== Supplied records ==

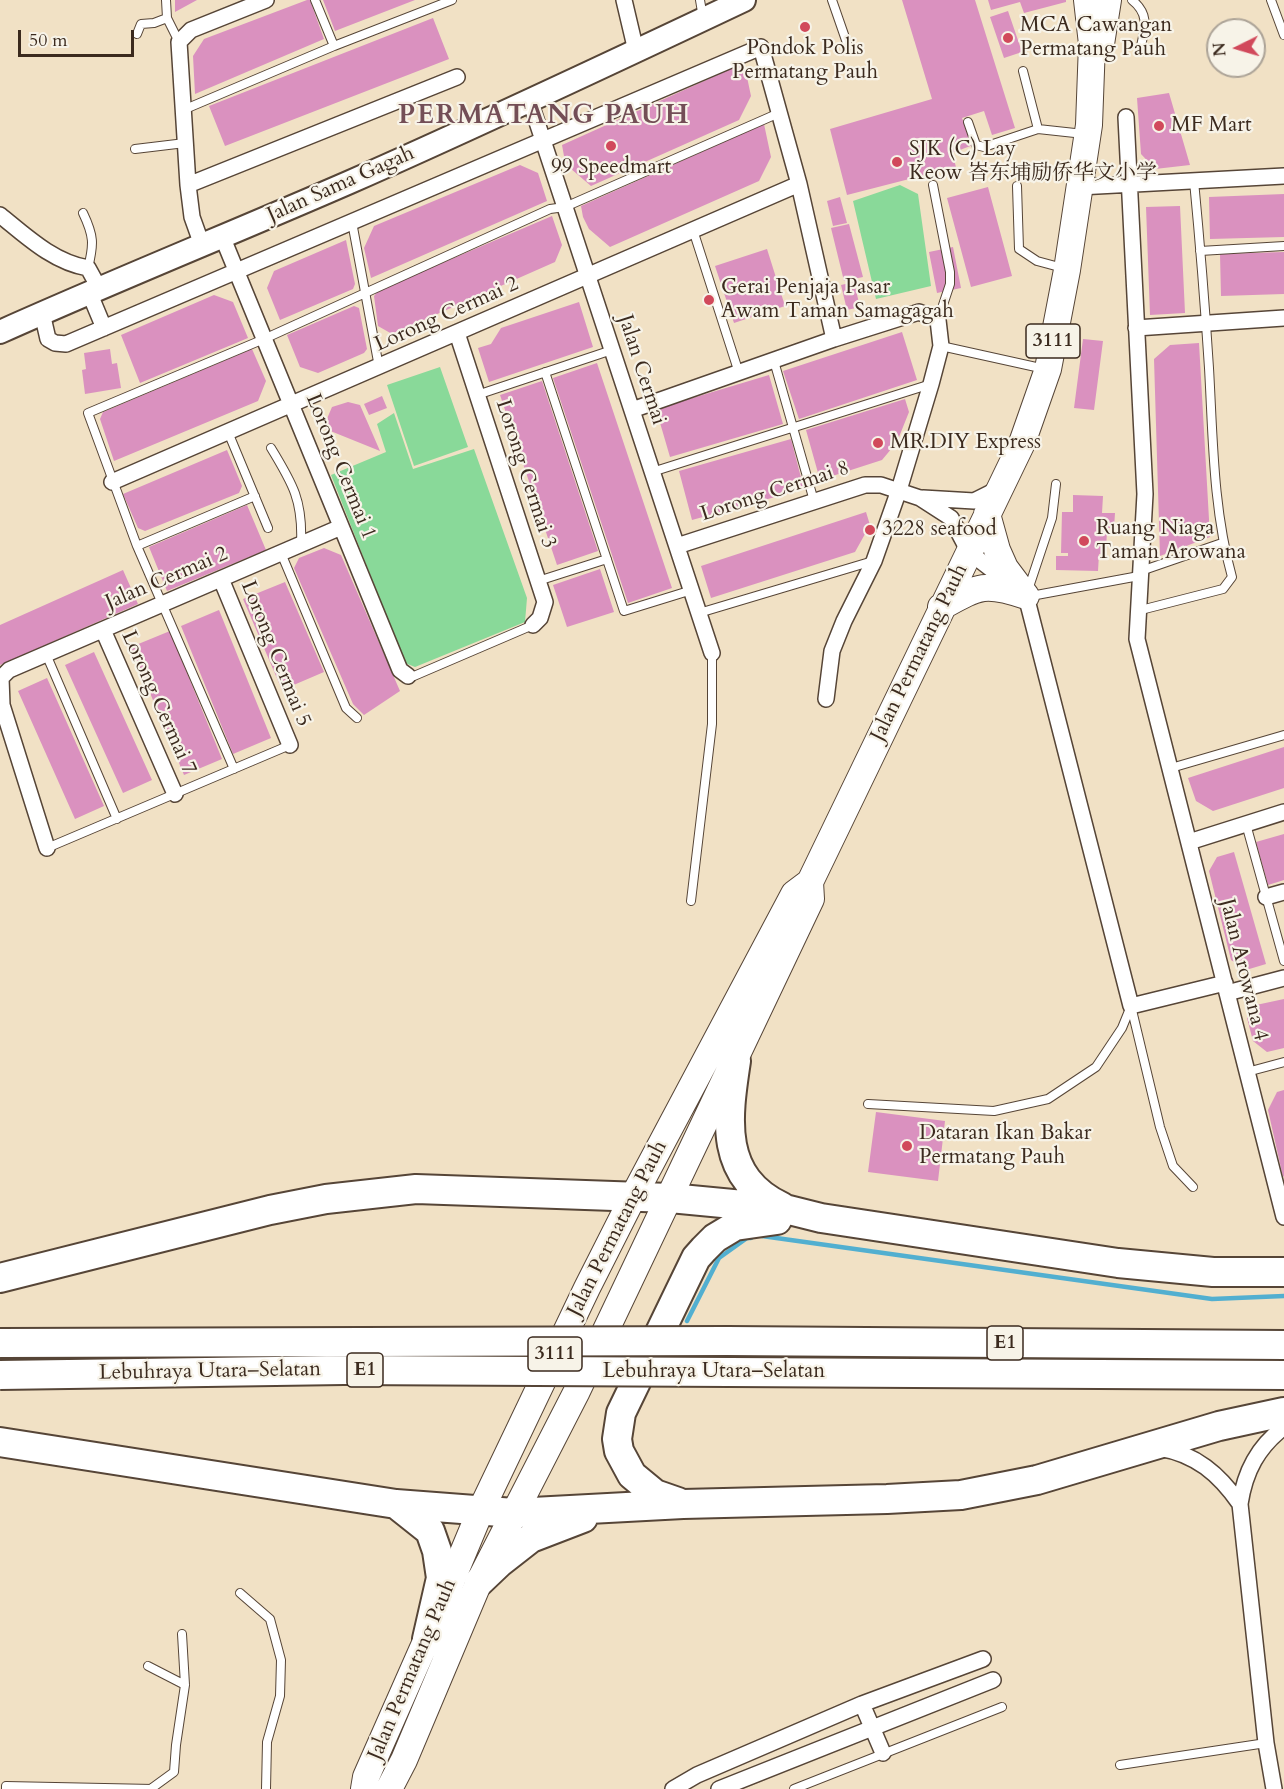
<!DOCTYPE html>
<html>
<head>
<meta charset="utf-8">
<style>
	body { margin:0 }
	#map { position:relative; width:1284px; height:1789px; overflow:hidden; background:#f1e1c5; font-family:Cardo,serif }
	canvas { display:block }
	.north { position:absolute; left:1206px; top:18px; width:60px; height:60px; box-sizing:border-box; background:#f7f3e8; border:2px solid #aca397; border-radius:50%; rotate:265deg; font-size:16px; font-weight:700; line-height:24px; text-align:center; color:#3b2a1e }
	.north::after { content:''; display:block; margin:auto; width:21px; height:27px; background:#d1495b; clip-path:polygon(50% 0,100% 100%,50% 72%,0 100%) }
	.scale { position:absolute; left:18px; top:30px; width:116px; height:27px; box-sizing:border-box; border:3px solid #3b2a1e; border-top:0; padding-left:8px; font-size:18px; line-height:21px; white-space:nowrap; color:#3b2a1e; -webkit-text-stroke:4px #f7f3e8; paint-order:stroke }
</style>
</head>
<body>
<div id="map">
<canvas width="1284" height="1789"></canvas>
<div class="north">N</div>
<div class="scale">50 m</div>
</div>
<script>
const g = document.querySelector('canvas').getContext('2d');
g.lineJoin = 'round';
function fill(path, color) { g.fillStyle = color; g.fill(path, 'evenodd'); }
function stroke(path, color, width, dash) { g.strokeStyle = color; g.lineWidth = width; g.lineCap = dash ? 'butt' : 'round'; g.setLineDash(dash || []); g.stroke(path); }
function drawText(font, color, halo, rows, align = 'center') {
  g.font = font + ' Cardo,"Noto Serif SC",serif'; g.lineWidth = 4.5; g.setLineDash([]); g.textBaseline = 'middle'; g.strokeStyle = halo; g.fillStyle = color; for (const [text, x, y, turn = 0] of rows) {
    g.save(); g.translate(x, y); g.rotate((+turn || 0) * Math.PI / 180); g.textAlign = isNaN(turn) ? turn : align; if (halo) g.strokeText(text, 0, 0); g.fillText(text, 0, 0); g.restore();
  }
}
fill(new Path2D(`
	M 900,185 L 918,194 L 931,286 L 876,299 L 853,201 Z
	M 440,367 L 468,447 L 414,466 L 387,385 Z
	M 394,413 L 413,469 L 474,449 L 527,598 L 525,622 L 415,667 L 405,663 L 331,475 L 386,452 L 377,424 Z`), '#89d999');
stroke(new Path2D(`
	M 762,1236 L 1212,1299 L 1284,1296
	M 687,1321 L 719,1258 L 747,1238 L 751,1238`), '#52afd0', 4.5);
fill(new Path2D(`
	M 175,0 L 197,0 L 175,12 Z
	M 307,0 L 310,0 L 324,39 L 195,94 L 193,56 L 204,39 Z
	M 323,0 L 415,0 L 335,31 Z
	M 902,0 L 975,0 L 1015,128 L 992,135 L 984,111 L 962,118 L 973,145 L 952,153 L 956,167 L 847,195 L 830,129 L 932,99 Z
	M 988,0 L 1066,0 L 1066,2 L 1024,13 L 1020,2 L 991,10 Z
	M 1008,11 L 1022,52 L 1004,58 L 990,17 Z
	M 433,18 L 449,59 L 225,146 L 209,106 Z
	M 744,63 L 751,96 L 739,120 L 591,186 L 570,168 L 564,156 L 562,145 Z
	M 1169,93 L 1190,165 L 1155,169 L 1141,154 L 1137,98 Z
	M 764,124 L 771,157 L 759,181 L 610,247 L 589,229 L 583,217 L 581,206 Z
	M 520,165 L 538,173 L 547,201 L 371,278 L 364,248 L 374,226 Z
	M 988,187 L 1012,276 L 971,287 L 947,198 Z
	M 1284,194 L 1284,237 L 1210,239 L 1209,197 Z
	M 840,197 L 847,223 L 833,226 L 827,201 Z
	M 1180,206 L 1185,313 L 1150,315 L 1146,207 Z
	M 552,216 L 562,245 L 555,262 L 392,334 L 378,326 L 374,296 L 379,290 Z
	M 849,224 L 863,277 L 844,281 L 831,228 Z
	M 346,240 L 355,284 L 353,289 L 280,320 L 267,288 L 274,271 Z
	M 953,247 L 961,288 L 937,293 L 929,252 Z
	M 767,249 L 785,306 L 734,323 L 715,266 Z
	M 1284,252 L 1284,294 L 1221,296 L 1220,254 Z
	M 854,282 L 860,307 L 847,310 L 841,285 Z
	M 214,295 L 233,302 L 248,338 L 140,383 L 121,335 Z
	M 579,302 L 593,347 L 489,382 L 478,348 L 491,344 L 501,328 Z
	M 354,306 L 359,308 L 367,349 L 364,353 L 318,373 L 300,367 L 287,335 Z
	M 902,332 L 917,380 L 799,419 L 783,371 Z
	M 1083,339 L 1103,341 L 1094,410 L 1074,408 Z
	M 1199,343 L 1210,537 L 1160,556 L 1154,359 L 1170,345 Z
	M 110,349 L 112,364 L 117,363 L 121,388 L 85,394 L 82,370 L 86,369 L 84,353 Z
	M 252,349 L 266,381 L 258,401 L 114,461 L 100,419 L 103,412 Z
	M 597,363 L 672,588 L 628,603 L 553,378 Z
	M 769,375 L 783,424 L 670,457 L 656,409 Z
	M 542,381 L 598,551 L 557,565 L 500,395 Z
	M 382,396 L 387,408 L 369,415 L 364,404 Z
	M 905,399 L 909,412 L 897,442 L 882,460 L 820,480 L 806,430 Z
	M 348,402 L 360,405 L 380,451 L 323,428 L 332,407 Z
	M 791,439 L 804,489 L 692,520 L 679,471 Z
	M 227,450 L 242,486 L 239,493 L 145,531 L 138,528 L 123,494 Z
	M 1073,495 L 1103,496 L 1102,513 L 1115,513 L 1114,528 L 1107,528 L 1106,554 L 1099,554 L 1098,571 L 1056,570 L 1056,556 L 1068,556 L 1068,553 L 1061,553 L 1062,512 L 1073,512 Z
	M 247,505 L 266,550 L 167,591 L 149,547 Z
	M 866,512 L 870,525 L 855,552 L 711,598 L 701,566 Z
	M 324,548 L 341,555 L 400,691 L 364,715 L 353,704 L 294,568 L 299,558 Z
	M 600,569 L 614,612 L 567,627 L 553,585 Z
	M 123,570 L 138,604 L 0,665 L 0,625 Z
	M 285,582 L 324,672 L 282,690 L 243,599 Z
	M 219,610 L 271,738 L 233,754 L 181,626 Z
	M 170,631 L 222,759 L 184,775 L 131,647 Z
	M 94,652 L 152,780 L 123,793 L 65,665 Z
	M 47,678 L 104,806 L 75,819 L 18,691 Z
	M 1284,747 L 1284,788 L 1213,811 L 1196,801 L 1188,778 Z
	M 1284,834 L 1284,880 L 1268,885 L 1256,842 Z
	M 1234,852 L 1266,964 L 1246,970 L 1231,960 L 1209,871 L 1217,857 Z
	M 1284,999 L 1284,1048 L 1267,1052 L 1253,1041 L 1247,1018 L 1256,1005 Z
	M 1284,1090 L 1284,1176 L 1283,1177 L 1268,1110 L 1277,1092 Z
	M 876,1112 L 945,1121 L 938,1181 L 868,1172 Z`), '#da91bf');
const lane = new Path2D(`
	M 166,0 L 167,18 L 179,42
	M 315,0 L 334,46
	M 700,0 L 703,18
	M 832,0 L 848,46
	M 1132,0 C 1151,15 1144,30 1140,51
	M 1271,0 L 1284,35
	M 137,34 L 141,24 L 154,23 L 167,18
	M 1023,71 L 1038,129
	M 183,110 L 334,46 L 452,0
	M 968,122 L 976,145 L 984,147 L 1038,129 L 1084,134
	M 135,149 L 185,143
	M 933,185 L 950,272 L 950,284 L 938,320
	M 1017,186 L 1019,249 L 1037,261 L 1063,268
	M 83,213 C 94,236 94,244 88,268
	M 352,222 L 379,367
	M 693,230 L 739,373
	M 1200,251 L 1284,246
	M 941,346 L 1045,369
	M 774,361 L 814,501
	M 545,372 L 624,611 L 692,590
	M 477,395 L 612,350
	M 228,432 L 268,528
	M 271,448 C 293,484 303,501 301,544
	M 652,472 L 931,384
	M 137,546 L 255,496
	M 281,553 L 346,708 L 357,718
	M 1141,571 L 1222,543
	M 538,581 L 607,559
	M 1028,590 L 1052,518 L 1056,484
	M 1031,596 L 1139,576
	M 1137,611 L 1223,589 L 1232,577 C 1213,509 1213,438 1209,368 C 1205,306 1200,243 1194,181
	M 699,613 L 873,561
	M 46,654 L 117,819
	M 408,676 L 414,676 L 533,625
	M 1171,768 L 1284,735
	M 234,769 L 137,546 L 88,413 L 264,339 L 550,209 L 565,207 L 779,113
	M 1246,824 L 1284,961
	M 47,848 L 290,745
	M 691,901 L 712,724 L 712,653
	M 1131,1006 L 1160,1127 L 1173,1166 L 1193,1187
	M 1247,1072 L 1284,1062
	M 868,1104 L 994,1111 L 1048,1099 L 1096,1067 L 1122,1028 L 1131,1006
	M 240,1593 L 270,1619 L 281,1660 L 280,1696 L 267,1742 L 266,1789
	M 148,1666 L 185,1685
	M 1120,1765 L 1266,1743
	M 152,1788 L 174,1772 L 176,1745 L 185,1685 L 182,1634
	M 6,1789 L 6,1786 L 153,1789
	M 794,1789 L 1002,1707`);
const street = new Path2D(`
	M 624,0 L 636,51
	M 530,101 L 712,653
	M 1126,117 L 1145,494 L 1137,639 L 1284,1217
	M 188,185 L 457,77
	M 1079,187 L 1284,176
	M 0,215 C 26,236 53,262 88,268 L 99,288
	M 222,236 L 400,670 L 408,676
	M 202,245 L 192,217 L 188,185 L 179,42 L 191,30 L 266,0
	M 89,292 L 104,328
	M 42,313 L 48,339 L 55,343 L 66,344 L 761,47 L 799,184 L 834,339
	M 1136,328 L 1284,318
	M 457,333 L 545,602 L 540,618 L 533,625
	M 632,410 L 834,339 L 919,312 L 938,320 L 941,346 L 931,384 L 899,490 L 874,561 L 844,621 L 832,651 L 826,699
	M 112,482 L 799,184
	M 923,498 L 974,501 L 998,489
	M 677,546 L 865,485 L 881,485 L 920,498 L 951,518 L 969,552 L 1026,596 L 1131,1006 L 1225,983
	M 221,579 L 290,745
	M 103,630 L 175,794
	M 1189,842 L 1284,812
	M 47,848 L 2,705 L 1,678 L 9,670 L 341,527
	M 1266,897 L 1284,892
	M 1227,993 L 1284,978
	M 1159,1448 C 1196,1454 1219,1474 1240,1504
	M 862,1704 L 883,1753
	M 673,1789 L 697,1775 L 862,1704 L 983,1659
	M 719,1789 L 993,1680
	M 1274,1789 L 1266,1743 L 1240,1504 C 1245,1471 1258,1447 1284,1427`);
const secondary = new Path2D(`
	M 0,332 C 116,280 233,233 350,182 C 482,124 613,62 744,0`);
const primary = new Path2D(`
	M 1101,44 L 1108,0
	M 987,514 L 997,550 L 1005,568 L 1026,596
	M 941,607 C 979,586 984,582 1026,596
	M 364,1789 L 366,1777 L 427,1639 L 480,1512 L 587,1288 L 633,1197 L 794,894 L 810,882 L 1022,443 L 1048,369 L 1067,270 L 1089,125 L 1092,44 L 1087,0
	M 389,1789 L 404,1760 L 479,1582 L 577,1391 L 811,899 L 810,882`);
const highway = new Path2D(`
	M 736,1061 C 727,1120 719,1177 782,1207
	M 0,1278 L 270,1210 L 326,1199 L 416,1189 L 670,1198 L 785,1209 L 821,1218 L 1118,1263 L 1213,1272 L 1284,1272
	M 727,1341 L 1284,1345
	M 729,1372 L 1284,1375
	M 0,1442 L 396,1504 L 514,1513 L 683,1504 L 887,1499 L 961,1495 L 1037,1480 L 1219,1426 L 1284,1412
	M 678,1502 L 655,1494 L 632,1475 L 619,1451 L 617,1439 L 621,1413 L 679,1293 L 696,1258 L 704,1249 L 715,1238 L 735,1226 L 777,1220
	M 396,1504 L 430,1531 L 437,1551 L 441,1578 L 427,1639
	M 479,1582 L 499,1563 L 531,1538 L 583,1518`);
stroke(lane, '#564537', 10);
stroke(street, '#564537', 18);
stroke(secondary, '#564537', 26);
stroke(primary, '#564537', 28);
stroke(highway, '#564537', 32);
stroke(lane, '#fff', 8);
stroke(street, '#fff', 15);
stroke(secondary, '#fff', 22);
stroke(primary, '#fff', 26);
stroke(highway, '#fff', 28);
const highwayBridge = new Path2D(`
	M 0,1343 L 727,1341
	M 0,1375 L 344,1370 L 729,1372`);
stroke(highwayBridge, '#564537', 32, []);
stroke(highwayBridge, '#fff', 28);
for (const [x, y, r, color] of [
	[805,27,6,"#d1495b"],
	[1008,38,6,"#d1495b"],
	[1159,126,6,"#d1495b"],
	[611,146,6,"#d1495b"],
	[897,162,6,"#d1495b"],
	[709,300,6,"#d1495b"],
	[878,443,6,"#d1495b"],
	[870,530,6,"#d1495b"],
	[1084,541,6,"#d1495b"],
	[907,1146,6,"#d1495b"]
]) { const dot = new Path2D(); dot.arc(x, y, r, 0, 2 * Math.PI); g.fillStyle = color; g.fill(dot); stroke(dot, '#f7f3e8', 2); }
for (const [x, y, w] of [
	[1053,341,54],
	[1005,1343,36],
	[555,1354,54],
	[365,1370,36]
]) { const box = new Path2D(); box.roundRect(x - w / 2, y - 17, w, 34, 4.5); g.fillStyle = '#f7f3e8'; g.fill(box); stroke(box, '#3b2a1e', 1.5); }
drawText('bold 20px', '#3b2a1e', null, [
	["3111",1053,341],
	["E1",1005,1343],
	["3111",555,1354],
	["E1",365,1370]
]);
drawText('21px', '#3b2a1e', '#f7f3e8', [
	["MCA Cawangan",1020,26],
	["Permatang Pauh",1020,50],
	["Pondok Polis",805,49,"center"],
	["Permatang Pauh",805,73,"center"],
	["MF Mart",1171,126],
	["SJK (C) Lay",909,150],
	["Keow 峇东埔励侨华文小学",909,174],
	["99 Speedmart",611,168,"center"],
	["Gerai Penjaja Pasar",721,288],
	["Awam Taman Samagagah",721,312],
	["MR.DIY Express",890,443],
	["Ruang Niaga",1096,529],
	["Taman Arowana",1096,553],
	["3228 seafood",882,530],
	["Dataran Ikan Bakar",919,1134],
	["Permatang Pauh",919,1158]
], 'left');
drawText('21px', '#3b2a1e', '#f7f3e8', [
	["Jalan Sama Gagah",341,185,-24],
	["Lorong Cermai 2",447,315,-24],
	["Jalan Cermai",641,370,72],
	["Lorong Cermai 1",340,467,68],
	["Lorong Cermai 3",525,474,72],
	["Lorong Cermai 8",775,492,-18],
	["Jalan Cermai 2",167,579,-23],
	["Jalan Permatang Pauh",920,653,-64],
	["Lorong Cermai 5",275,654,68],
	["Lorong Cermai 7",158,703,66],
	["Jalan Arowana 4",1243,970,76],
	["Jalan Permatang Pauh",618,1229,-63],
	["Lebuhraya Utara–Selatan",210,1372,-1],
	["Lebuhraya Utara–Selatan",714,1372],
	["Jalan Permatang Pauh",413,1670,-67]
]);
g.letterSpacing = '1.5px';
drawText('bold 27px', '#734e56', '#f7f3e8', [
	["PERMATANG PAUH",544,117]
]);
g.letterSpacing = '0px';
</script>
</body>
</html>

===

- [Try it]: Copy out, from the data above, every line holding the word "rows".

- [Written response]:
function drawText(font, color, halo, rows, align = 'center') {
  g.font = font + ' Cardo,"Noto Serif SC",serif'; g.lineWidth = 4.5; g.setLineDash([]); g.textBaseline = 'middle'; g.strokeStyle = halo; g.fillStyle = color; for (const [text, x, y, turn = 0] of rows) {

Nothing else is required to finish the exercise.